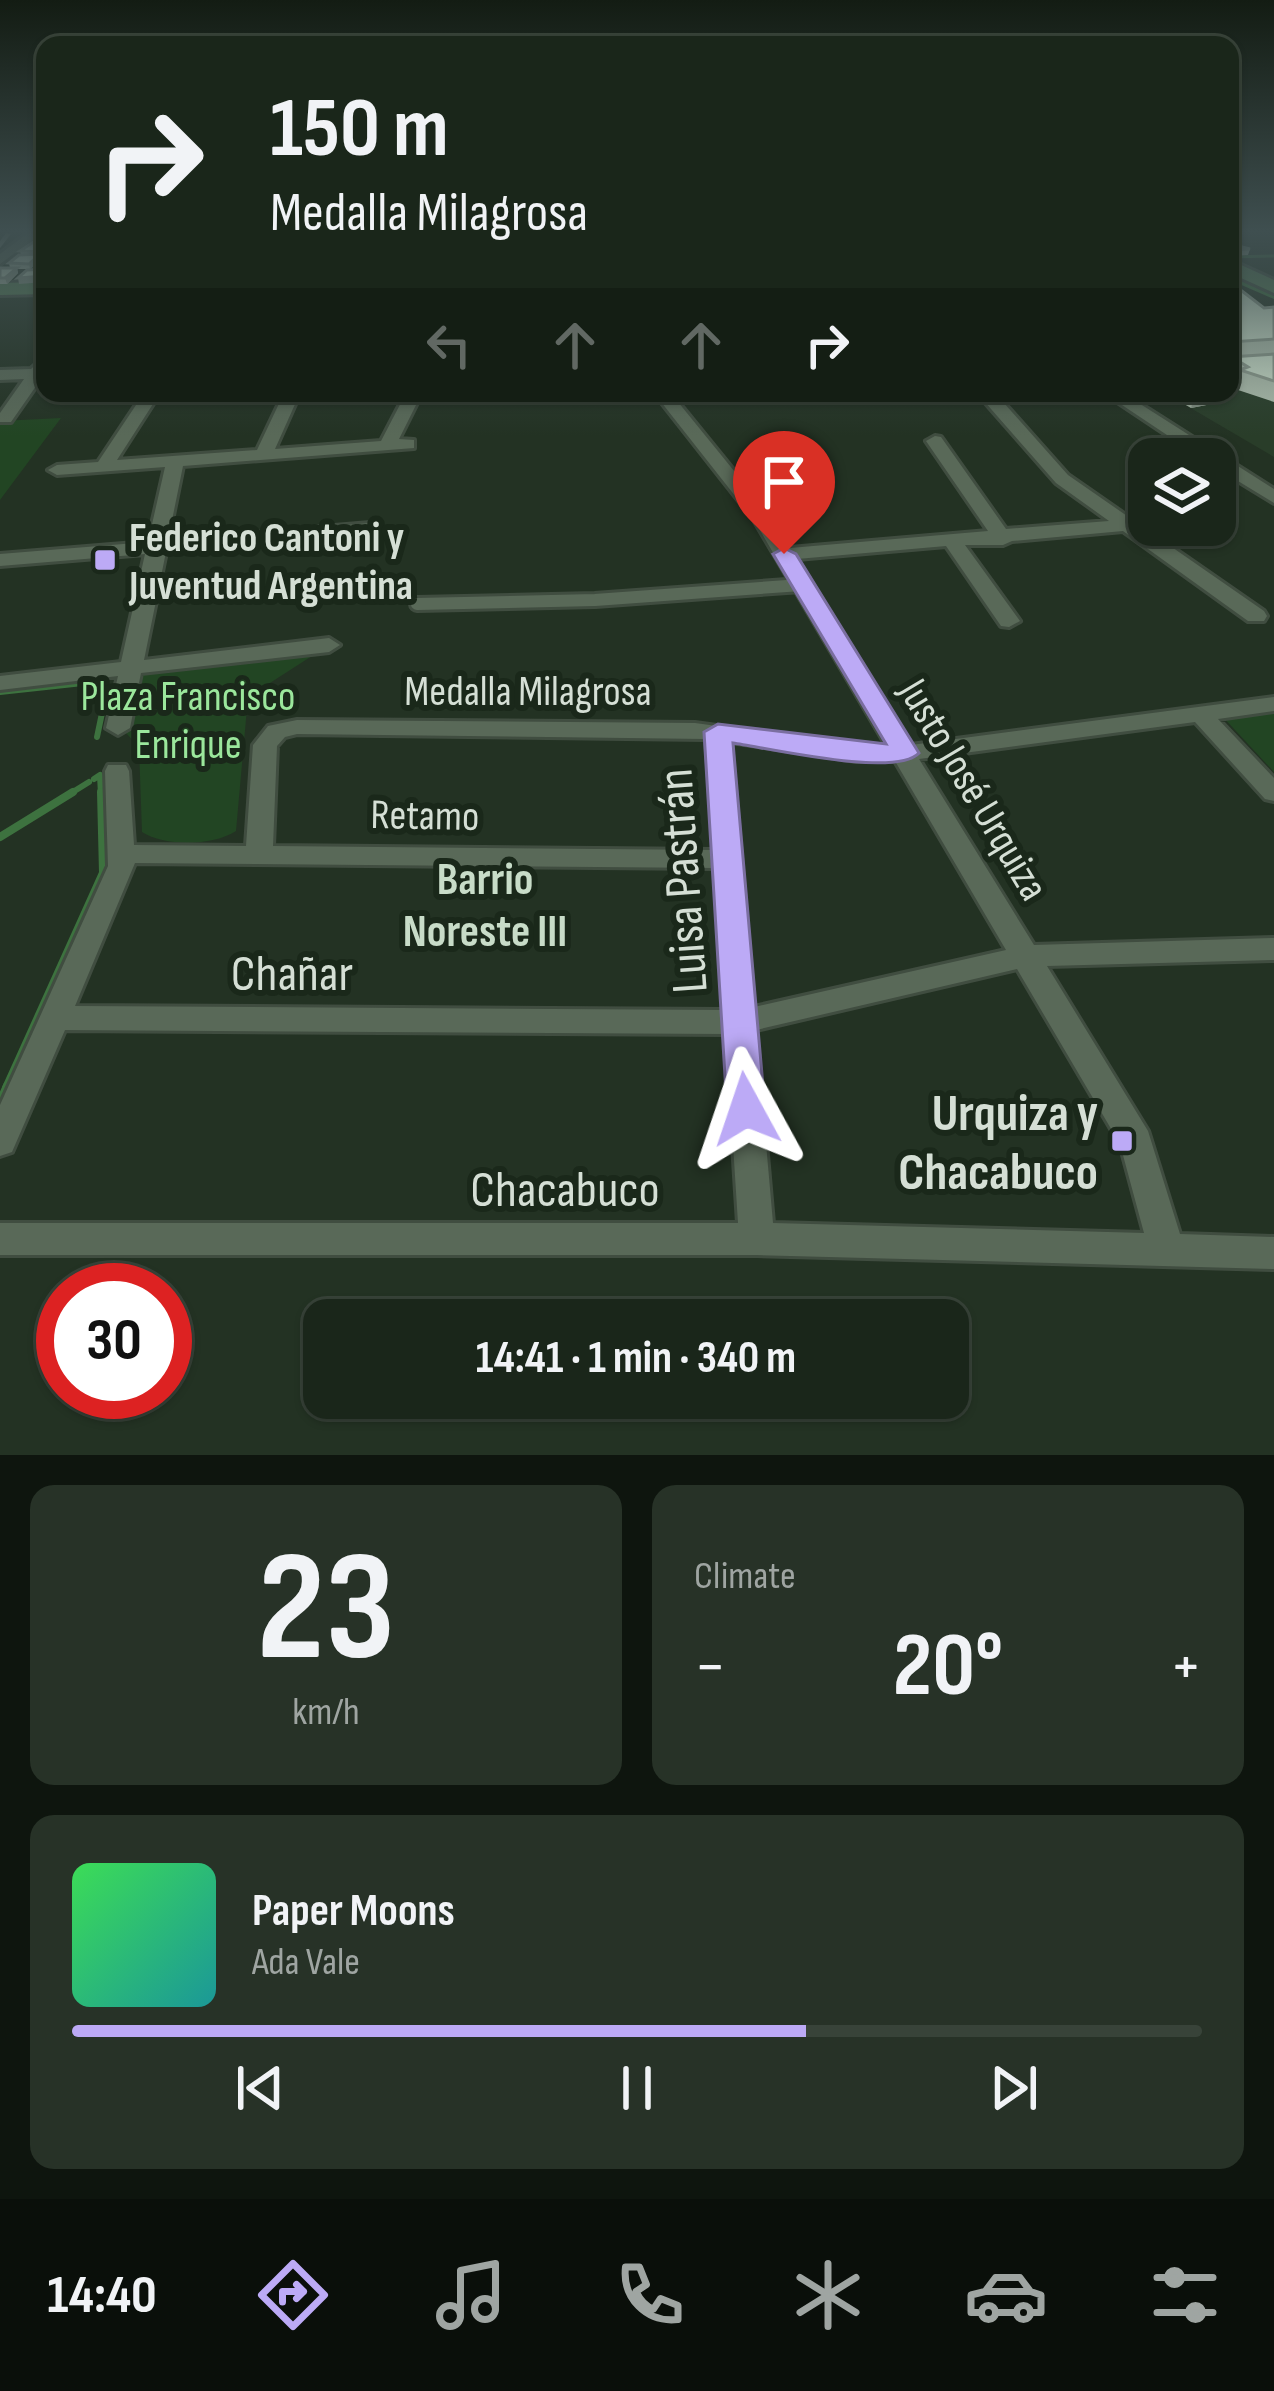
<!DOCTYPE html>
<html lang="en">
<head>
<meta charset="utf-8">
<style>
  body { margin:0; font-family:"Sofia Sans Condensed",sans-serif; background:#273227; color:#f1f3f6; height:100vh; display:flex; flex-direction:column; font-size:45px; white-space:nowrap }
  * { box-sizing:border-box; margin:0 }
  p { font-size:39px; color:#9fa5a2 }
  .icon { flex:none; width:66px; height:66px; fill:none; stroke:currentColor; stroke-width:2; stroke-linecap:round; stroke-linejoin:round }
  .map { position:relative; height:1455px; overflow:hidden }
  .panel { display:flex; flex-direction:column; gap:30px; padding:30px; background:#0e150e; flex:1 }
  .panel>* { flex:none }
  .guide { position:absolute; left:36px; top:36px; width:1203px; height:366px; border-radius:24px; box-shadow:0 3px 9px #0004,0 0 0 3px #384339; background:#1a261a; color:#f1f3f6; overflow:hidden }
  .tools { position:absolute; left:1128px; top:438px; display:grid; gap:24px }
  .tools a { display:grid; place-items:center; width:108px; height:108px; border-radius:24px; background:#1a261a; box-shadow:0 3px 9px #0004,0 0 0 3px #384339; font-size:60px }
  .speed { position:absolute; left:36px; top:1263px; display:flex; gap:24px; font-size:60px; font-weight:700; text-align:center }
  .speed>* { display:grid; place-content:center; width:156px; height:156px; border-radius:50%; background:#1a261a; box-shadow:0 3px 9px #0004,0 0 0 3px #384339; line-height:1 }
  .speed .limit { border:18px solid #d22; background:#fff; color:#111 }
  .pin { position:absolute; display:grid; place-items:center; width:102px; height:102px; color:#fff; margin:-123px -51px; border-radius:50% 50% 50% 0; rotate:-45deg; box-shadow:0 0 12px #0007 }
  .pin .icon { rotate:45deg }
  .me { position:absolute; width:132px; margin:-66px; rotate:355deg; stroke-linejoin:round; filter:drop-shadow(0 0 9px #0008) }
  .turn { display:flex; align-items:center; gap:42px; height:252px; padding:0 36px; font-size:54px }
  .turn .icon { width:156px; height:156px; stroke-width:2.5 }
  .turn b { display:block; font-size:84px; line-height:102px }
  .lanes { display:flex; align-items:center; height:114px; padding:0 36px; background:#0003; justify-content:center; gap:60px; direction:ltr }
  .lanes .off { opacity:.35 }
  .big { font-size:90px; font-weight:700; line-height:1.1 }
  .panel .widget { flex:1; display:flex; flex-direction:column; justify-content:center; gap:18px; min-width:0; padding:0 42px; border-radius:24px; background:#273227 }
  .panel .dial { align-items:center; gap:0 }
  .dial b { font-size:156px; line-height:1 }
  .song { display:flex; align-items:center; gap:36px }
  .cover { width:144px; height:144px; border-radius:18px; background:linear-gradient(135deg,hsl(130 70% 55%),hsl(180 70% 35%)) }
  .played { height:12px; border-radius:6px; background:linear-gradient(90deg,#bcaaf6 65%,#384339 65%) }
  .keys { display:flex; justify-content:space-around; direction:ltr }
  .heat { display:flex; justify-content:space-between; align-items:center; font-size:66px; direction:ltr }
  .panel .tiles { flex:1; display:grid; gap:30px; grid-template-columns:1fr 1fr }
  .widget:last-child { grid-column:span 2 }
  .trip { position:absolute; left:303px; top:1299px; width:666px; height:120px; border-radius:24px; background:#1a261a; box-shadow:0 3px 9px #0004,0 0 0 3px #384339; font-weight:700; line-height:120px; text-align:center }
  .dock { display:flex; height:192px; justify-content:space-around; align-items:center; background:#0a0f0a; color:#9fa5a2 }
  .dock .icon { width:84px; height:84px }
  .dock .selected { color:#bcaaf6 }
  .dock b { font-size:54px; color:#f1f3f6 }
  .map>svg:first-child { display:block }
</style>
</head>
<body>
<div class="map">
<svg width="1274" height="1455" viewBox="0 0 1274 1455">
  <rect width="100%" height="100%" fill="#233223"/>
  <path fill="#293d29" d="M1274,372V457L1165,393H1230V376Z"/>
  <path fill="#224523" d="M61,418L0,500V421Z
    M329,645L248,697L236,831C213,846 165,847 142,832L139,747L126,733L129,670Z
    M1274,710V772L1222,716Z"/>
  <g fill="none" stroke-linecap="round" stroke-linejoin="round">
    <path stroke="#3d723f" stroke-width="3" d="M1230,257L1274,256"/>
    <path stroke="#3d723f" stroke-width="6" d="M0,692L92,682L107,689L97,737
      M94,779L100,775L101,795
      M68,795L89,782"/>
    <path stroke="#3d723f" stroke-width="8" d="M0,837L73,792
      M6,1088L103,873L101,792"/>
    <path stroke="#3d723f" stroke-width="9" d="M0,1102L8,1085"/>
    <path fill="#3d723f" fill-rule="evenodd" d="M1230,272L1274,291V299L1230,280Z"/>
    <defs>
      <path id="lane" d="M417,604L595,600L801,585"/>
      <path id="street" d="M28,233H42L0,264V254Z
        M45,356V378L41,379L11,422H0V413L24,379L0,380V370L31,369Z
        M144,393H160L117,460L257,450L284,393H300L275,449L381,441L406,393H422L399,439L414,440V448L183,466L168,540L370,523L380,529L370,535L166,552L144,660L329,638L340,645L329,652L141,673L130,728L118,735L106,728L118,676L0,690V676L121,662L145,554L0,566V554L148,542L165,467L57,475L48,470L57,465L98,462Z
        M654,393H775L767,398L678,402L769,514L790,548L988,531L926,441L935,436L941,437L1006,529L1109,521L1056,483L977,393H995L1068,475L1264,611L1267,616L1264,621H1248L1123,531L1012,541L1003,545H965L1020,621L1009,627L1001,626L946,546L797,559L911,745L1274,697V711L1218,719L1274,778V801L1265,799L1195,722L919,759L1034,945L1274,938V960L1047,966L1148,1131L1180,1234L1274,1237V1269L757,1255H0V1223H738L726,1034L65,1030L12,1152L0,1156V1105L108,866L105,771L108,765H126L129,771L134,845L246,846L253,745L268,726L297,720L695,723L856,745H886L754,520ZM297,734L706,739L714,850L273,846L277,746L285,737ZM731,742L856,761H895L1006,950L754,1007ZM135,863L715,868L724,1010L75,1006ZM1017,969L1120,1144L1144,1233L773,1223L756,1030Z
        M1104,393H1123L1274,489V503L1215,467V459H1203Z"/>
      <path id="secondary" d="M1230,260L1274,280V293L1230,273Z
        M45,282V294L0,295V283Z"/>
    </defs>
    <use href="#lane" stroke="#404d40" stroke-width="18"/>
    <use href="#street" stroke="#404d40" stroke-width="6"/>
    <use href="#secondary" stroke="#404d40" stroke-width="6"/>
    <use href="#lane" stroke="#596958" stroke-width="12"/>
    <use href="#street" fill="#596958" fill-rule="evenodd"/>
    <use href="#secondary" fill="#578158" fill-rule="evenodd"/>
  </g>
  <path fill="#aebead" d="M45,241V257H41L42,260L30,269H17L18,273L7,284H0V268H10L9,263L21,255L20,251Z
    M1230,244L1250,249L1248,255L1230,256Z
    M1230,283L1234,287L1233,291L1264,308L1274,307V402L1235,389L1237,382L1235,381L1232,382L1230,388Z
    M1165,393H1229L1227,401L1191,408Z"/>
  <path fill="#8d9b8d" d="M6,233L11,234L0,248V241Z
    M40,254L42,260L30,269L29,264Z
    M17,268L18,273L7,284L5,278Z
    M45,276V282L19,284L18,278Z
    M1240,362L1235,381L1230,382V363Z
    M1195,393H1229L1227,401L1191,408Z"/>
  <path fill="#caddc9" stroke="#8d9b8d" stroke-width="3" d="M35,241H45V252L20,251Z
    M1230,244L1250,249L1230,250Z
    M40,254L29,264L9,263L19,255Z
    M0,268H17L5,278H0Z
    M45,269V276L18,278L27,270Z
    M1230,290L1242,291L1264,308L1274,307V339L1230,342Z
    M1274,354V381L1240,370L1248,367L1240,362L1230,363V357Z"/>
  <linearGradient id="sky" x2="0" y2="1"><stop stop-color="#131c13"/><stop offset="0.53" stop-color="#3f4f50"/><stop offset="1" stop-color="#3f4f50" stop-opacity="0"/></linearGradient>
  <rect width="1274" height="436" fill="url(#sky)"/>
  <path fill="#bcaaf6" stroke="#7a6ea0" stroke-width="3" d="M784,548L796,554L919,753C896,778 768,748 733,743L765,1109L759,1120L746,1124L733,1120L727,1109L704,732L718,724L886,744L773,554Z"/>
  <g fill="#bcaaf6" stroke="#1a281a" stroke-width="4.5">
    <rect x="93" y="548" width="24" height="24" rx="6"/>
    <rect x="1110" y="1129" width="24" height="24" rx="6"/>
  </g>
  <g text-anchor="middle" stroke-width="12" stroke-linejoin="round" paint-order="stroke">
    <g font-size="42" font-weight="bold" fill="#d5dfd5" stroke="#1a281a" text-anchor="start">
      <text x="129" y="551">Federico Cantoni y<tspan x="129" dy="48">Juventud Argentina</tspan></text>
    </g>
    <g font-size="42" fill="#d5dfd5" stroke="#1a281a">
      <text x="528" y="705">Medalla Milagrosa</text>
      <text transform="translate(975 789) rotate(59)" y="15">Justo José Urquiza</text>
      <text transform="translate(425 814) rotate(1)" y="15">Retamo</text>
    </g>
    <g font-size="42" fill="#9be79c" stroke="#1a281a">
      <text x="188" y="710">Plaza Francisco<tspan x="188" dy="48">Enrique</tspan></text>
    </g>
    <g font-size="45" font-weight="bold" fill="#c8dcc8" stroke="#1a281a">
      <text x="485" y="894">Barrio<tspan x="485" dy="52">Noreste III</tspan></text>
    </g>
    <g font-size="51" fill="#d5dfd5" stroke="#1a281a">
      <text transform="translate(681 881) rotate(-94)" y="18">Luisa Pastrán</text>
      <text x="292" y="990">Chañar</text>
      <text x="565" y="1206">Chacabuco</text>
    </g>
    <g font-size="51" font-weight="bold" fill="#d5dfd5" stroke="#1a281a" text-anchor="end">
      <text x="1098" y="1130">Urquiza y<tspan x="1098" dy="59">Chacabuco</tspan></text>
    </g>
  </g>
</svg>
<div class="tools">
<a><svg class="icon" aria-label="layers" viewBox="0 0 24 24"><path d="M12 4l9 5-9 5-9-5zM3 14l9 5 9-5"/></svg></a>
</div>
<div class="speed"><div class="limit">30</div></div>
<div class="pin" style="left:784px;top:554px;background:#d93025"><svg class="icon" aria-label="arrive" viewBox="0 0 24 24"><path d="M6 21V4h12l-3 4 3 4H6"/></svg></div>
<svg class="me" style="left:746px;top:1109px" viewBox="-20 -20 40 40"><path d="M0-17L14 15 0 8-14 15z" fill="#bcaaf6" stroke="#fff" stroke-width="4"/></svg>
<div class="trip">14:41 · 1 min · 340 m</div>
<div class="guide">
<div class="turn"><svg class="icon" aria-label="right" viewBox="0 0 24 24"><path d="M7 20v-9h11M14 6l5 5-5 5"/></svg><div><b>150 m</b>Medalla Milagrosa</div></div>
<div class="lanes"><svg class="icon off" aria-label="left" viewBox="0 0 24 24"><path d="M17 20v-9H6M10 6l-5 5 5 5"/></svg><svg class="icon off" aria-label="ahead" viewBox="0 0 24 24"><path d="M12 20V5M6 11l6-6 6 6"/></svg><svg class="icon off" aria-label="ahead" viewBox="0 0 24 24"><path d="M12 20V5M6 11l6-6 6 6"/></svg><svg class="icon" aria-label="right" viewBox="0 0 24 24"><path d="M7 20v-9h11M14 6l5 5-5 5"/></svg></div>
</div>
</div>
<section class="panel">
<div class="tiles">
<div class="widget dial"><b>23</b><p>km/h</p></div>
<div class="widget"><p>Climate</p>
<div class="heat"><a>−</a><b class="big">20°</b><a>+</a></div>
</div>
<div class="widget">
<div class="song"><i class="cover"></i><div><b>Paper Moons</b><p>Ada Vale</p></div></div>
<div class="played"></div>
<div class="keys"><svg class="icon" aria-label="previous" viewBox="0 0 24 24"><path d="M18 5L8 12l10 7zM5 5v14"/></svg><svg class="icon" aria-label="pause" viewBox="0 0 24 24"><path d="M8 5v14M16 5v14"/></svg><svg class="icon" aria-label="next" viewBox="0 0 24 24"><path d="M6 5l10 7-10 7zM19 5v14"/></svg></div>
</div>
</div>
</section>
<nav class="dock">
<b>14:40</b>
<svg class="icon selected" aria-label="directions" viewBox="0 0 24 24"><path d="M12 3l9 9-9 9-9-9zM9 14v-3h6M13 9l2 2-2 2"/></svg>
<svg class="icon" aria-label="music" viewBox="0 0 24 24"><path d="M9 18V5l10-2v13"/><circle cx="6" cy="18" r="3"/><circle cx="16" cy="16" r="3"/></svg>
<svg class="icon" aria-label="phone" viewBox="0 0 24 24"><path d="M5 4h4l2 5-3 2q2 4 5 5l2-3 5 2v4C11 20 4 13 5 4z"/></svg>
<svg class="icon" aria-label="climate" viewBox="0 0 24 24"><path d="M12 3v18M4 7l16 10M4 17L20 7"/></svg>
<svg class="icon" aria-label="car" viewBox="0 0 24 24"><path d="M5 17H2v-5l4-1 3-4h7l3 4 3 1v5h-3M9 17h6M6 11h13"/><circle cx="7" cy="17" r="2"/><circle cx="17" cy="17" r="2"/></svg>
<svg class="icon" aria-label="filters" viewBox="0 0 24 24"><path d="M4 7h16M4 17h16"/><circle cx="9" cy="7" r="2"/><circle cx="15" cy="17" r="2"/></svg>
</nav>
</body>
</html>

**EXERCISE PROMPT**
Return only the number of lines in the entries that contain the string "played".

**OUTPUT**
2